## WHAT IS BEING ASKED
For each line of the data below that contains "Drive", return that line.

_ _ _ _ _ _ _

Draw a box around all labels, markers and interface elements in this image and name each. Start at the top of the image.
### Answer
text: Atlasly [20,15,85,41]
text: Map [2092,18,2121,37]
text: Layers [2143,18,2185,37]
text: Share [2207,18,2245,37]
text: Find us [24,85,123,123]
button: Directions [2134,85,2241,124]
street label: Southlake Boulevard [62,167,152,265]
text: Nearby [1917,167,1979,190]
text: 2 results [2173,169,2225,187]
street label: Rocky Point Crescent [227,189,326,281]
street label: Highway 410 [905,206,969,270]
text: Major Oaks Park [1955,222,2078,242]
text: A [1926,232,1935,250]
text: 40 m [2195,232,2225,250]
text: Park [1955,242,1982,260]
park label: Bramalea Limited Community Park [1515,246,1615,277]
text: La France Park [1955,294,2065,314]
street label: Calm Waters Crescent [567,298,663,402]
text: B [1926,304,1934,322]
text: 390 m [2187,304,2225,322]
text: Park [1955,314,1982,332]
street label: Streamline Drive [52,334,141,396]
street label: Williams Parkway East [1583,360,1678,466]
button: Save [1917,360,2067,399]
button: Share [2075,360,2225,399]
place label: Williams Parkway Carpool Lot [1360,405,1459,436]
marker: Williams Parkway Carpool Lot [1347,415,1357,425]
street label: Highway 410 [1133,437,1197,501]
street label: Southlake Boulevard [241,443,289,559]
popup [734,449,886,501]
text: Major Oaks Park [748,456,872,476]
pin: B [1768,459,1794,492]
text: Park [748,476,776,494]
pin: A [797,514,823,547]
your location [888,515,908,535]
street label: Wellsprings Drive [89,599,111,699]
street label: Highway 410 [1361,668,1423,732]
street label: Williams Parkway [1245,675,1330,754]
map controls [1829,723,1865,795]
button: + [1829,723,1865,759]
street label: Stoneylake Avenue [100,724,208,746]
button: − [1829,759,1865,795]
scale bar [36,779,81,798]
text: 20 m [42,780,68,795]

_ _ _ _ _ _ _

## RESULT OF THE TASK
street label: Streamline Drive [52,334,141,396]
street label: Wellsprings Drive [89,599,111,699]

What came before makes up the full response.